● **TASK DIRECTIONS**:
Each line of the entries that contains the word "above" adds one. Reply with the resulting number only.

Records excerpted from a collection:
------

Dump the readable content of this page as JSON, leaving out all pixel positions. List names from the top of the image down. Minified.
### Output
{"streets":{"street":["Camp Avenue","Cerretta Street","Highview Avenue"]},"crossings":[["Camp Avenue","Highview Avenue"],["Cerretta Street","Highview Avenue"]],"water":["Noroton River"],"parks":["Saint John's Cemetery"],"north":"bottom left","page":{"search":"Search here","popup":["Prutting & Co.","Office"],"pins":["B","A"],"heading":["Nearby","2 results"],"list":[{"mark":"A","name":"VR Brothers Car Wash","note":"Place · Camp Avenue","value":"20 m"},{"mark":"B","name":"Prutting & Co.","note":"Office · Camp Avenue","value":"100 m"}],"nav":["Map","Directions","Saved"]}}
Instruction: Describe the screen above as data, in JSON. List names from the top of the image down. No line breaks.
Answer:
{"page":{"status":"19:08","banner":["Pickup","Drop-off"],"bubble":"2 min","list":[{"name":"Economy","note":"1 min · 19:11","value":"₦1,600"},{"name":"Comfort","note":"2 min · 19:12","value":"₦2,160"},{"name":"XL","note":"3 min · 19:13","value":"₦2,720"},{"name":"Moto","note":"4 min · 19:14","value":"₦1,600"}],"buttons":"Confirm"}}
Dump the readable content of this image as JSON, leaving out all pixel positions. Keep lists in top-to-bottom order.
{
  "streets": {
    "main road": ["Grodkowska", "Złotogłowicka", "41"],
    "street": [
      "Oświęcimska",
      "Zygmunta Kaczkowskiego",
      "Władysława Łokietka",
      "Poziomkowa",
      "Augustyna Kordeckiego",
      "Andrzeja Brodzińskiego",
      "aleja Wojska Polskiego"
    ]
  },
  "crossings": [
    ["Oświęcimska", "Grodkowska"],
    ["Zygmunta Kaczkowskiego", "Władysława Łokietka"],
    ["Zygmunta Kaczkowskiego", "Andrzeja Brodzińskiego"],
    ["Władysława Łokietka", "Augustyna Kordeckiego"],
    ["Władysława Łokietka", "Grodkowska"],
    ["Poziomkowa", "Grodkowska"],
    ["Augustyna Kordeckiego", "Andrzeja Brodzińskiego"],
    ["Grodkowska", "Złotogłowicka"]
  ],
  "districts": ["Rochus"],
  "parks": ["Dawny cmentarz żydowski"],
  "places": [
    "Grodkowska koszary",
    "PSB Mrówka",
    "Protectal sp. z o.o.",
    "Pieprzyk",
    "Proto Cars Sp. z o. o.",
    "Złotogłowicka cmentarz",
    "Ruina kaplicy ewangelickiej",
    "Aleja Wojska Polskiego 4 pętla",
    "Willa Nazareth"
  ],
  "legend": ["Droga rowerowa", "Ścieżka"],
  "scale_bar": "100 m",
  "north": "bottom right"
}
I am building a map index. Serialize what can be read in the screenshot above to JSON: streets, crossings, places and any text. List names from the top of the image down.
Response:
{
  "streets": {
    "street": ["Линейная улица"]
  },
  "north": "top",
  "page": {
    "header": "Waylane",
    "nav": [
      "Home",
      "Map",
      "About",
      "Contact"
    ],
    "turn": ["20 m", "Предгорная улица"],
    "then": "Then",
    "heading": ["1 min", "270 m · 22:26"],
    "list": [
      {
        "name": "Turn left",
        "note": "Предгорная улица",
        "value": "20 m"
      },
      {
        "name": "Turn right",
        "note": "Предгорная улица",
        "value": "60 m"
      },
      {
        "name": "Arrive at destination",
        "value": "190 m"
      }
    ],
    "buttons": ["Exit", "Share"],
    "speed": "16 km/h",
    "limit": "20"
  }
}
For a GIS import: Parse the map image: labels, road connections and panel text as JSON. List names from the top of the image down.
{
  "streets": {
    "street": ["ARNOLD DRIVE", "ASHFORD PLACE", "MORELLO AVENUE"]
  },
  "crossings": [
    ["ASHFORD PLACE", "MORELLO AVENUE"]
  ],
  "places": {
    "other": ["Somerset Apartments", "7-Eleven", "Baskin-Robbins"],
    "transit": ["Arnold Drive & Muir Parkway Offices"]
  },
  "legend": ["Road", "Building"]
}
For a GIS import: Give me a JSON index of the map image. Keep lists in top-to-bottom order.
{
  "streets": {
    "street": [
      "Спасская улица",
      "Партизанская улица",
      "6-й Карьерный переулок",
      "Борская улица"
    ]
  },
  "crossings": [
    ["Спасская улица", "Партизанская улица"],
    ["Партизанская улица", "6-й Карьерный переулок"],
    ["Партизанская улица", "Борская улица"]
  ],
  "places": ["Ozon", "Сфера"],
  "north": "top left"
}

------

● **TASK ANSWER**:
2